Semua orang menelan salive mereka saat mendengar ucapan Zafran, dia tampak sangat emosi sama seperti papanya dan juga Mahen.


"Te-tenanglah." Yara mencoba untuk menangkan semua orang. "Dia tidak akan berani lagi melakukan hal itu. Lagi pula mama sudah membuatnya tidak bisa berkutik."


Semua orang langsung melihat ke arah Via dengan tidak percaya. Memangnya wanita lemah lembut dan pemaaf sepertinya bisa melawan pelakor?


"Jangan menatapku seperti itu. Seorang ibu pasti akan melawan siapa saja yang mencoba untuk menyakiti putrinya, termasuk aku."


Vano menganggukkan kepalanya sambil tersenyum bangga. Pantas saja hari ini dia terkena amukan dari sang istri, ternyata disebabkan oleh kemarahan pada wanita ular itu.

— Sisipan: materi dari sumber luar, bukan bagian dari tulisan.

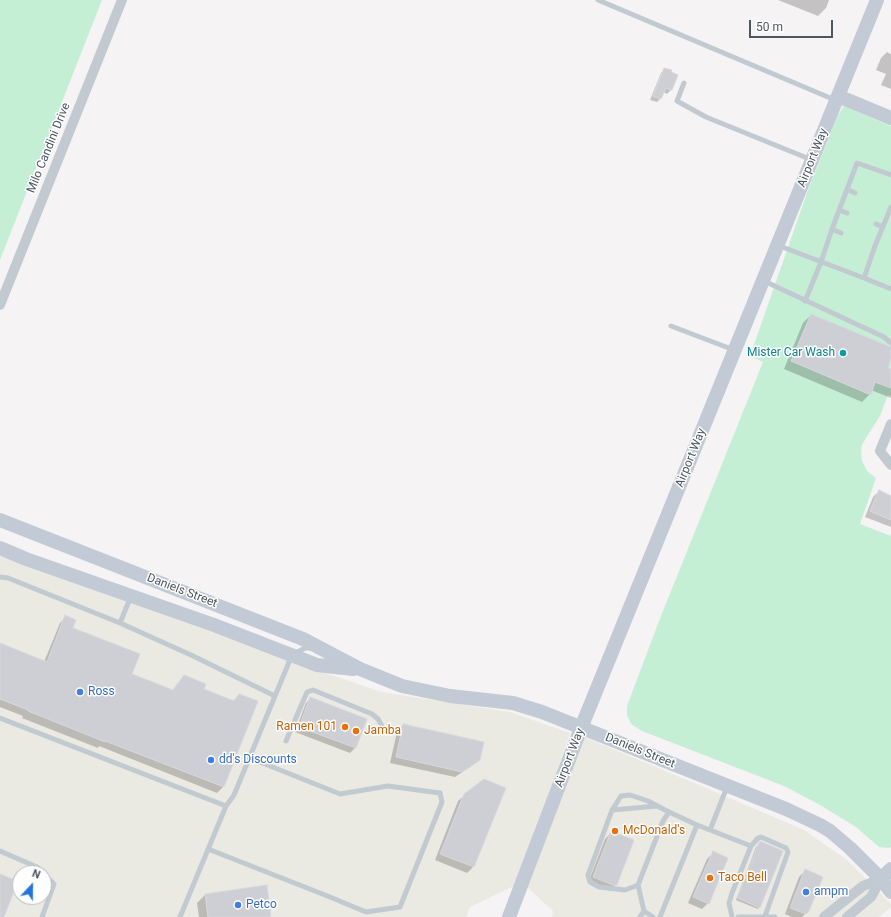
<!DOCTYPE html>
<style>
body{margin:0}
#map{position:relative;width:891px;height:917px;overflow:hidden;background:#f5f3f3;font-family:Roboto,sans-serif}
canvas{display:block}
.north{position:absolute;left:12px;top:865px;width:40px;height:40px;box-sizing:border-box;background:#fff;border:1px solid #b7bbbf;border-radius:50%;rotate:22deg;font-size:11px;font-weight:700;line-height:16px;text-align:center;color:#4b5660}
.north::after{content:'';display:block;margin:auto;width:14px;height:18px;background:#2474de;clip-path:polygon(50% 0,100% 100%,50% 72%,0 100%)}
.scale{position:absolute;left:749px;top:20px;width:84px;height:18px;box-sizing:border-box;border:2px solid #4b5660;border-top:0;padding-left:5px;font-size:12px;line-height:14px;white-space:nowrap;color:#4b5660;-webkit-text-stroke:3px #fff;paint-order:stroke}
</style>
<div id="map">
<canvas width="891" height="917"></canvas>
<div class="north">N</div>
<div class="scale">50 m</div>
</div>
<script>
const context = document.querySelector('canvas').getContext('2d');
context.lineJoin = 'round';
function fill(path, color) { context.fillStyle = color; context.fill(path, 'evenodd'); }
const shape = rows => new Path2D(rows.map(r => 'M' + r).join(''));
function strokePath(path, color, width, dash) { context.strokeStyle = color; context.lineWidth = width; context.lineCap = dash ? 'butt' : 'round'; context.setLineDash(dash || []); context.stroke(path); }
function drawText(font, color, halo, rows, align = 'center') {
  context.font = font + ' Roboto,sans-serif'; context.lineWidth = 3; context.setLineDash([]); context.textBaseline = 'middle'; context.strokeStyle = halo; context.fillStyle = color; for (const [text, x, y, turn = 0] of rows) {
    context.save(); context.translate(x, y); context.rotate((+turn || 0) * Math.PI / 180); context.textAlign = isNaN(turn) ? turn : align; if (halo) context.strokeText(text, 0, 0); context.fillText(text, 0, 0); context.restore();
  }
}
fill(shape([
 [0,550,302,665,381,692,510,712,570,733,518,884,470,907,466,917,0,917],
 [20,873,44,873,44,897,20,897],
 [584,737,706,788,804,830,847,860,891,904,891,907,879,917,552,917,553,911,526,886]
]), '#eae9e2');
fill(shape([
 [0,0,102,0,0,260],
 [844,106,891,126,891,396,888,395,880,416,866,438,862,445,861,453,862,461,867,471,876,478,860,524,891,536,891,847,889,848,879,847,856,827,820,805,784,786,642,731,631,724,627,715,627,706,659,621,763,362,750,356,808,190,838,115]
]), '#c5efd5');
fill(shape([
 [778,0,829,0,826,8,818,16],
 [887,52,891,54,891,89,881,85,886,74,876,70,881,58],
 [665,69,670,73,676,75,671,90,667,94,663,92,660,99,657,102,650,100,661,73],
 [811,315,891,348,891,355,887,368,891,370,891,398,871,390,870,394,862,402,784,369,803,323],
 [879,491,891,497,891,527,865,517,873,497],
 [66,617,72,628,131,674,172,691,178,683,202,689,233,701,239,695,223,787,217,793,99,746,98,748,22,718,23,716,0,707,0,644,44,662,60,623],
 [311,698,366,720,355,748,350,753,295,732,306,703],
 [403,725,479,759,473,765,455,777,390,763,397,732],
 [465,795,473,867,467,873,435,860,458,801],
 [611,833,616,884,610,891,588,883,605,839],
 [761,843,759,907,758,909,736,900,756,847],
 [713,853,708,903,702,909,688,903,707,859],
 [805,871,808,911,802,917,792,917,785,914,799,877],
 [266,887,270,917,199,917,197,903,205,895]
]), '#0003');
const building = shape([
 [664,68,672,70,671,72,678,75,672,90,666,88,661,99,653,96,664,68],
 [811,314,891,347,891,358,888,368,891,369,891,388,875,382,871,395,791,361,811,314],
 [879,490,891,496,891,520,870,511,879,490],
 [65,615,76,620,73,628,140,654,132,674,173,690,184,675,206,684,204,689,234,701,239,694,258,701,224,787,105,741,105,742,28,711,28,710,0,699,0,643,47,662,65,615],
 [310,697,367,719,356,748,299,727,310,697],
 [403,724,484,742,480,760,462,772,396,757,403,724],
 [484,779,506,788,474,867,440,854,464,794,484,779],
 [611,831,634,840,617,885,613,885,593,877,611,831],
 [760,841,783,851,760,908,737,898,758,845,760,841],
 [713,851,728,858,709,904,693,897,713,851],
 [805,869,823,877,809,911,806,914,790,908,805,869],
 [0,874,18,881,4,917,0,917,0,874],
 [267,885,271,917,208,917,205,894,267,885]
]);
fill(building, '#cdcfd5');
strokePath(building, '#d7d9de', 1);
strokePath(shape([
 [598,0,835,100],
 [684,83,677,101,706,117,812,160],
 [847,189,855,193],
 [839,210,847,213],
 [876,224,883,227],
 [832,229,841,233],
 [777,245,864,278,875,246,891,207],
 [864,278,891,289],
 [764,281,884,337,891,343],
 [805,301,821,262,832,229,857,163,891,175],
 [671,326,734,350],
 [0,577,8,578,120,623,191,655,275,696],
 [120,623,131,596],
 [0,718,226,806],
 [286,741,307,692,313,690,372,714,378,719,382,726],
 [612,810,657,806],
 [697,825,710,830,727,787],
 [710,830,751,846,758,838,761,837,786,848,788,852,765,916],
 [208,849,330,897,366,912,400,907,442,802,440,793,388,786,340,794,250,758],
 [0,851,37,867,43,873],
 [638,885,625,890,599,887,590,882,588,875,612,810,621,796,630,795,648,801,669,812],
 [644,911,653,917],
 [43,917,42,917,54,884,44,874],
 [180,917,226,806,234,795,292,655,305,648,310,648],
 [640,917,644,911,638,885,663,821,669,812,697,825,660,917],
 [732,917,729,903,732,893,751,846],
 [738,917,775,917]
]), '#c2cad1', 5);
strokePath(shape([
 [0,305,122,0],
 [891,424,880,451,891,465],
 [824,917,863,886,881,879],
 [847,917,871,897,881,879]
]), '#c2cad1', 10);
strokePath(shape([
 [838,96,891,118],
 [0,520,303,639,360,669,402,686,450,696,513,703,542,712,786,809,820,825,830,831,850,848,881,879,891,892],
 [0,548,26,559,214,625,317,665,353,669],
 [881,879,891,869],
 [509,917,581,728,877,0]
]), '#c2cbd5', 14);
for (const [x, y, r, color] of [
 [843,353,4,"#0f9aa8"],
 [80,692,4,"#3f7fe0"],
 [345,727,4,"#e8710a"],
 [356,731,4,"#e8710a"],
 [211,760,4,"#3f7fe0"],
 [615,831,4,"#e8710a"],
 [710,878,4,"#e8710a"],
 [806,892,4,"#3f7fe0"],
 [238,905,4,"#3f7fe0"]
]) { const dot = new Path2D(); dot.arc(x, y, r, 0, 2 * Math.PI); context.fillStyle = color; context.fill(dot); strokePath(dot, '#fff', 1.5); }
drawText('12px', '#4b5660', '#fff', [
 ["Milo Candini Drive",49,148,-68],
 ["Airport Way",813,158,-68],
 ["Airport Way",691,458,-68],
 ["Daniels Street",182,591,21],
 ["Daniels Street",640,751,22],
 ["Airport Way",570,758,-69]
]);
drawText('12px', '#0d838f', '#fff', [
 ["Mister Car Wash",835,353]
], 'right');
drawText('12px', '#366cbe', '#fff', [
 ["Ross",88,692],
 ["dd's Discounts",219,760],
 ["ampm",814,892],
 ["Petco",246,905]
], 'left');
drawText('12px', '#c56008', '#fff', [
 ["Ramen 101",337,727,"right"],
 ["Jamba",364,731],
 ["McDonald's",623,831],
 ["Taco Bell",718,878]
], 'left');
</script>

"Itu bagus, Vi. Setidaknya wanita itu bisa berpikir  untuk tidak lagi mengganggu Yara."


Via menganggukkan kepalanya. Apapun yang terjadi, dia pasti akan berdiri di samping anak-anaknya untuk melindungi mereka dari orang-orang yang berniat buruk.


Setelah selesai makan malam, semua orang bubar barisan ke tempat masing-masing. Yara memutuskan untuk langsung istirahat karena merasa lelah dengan apa yang terjadi hari ini.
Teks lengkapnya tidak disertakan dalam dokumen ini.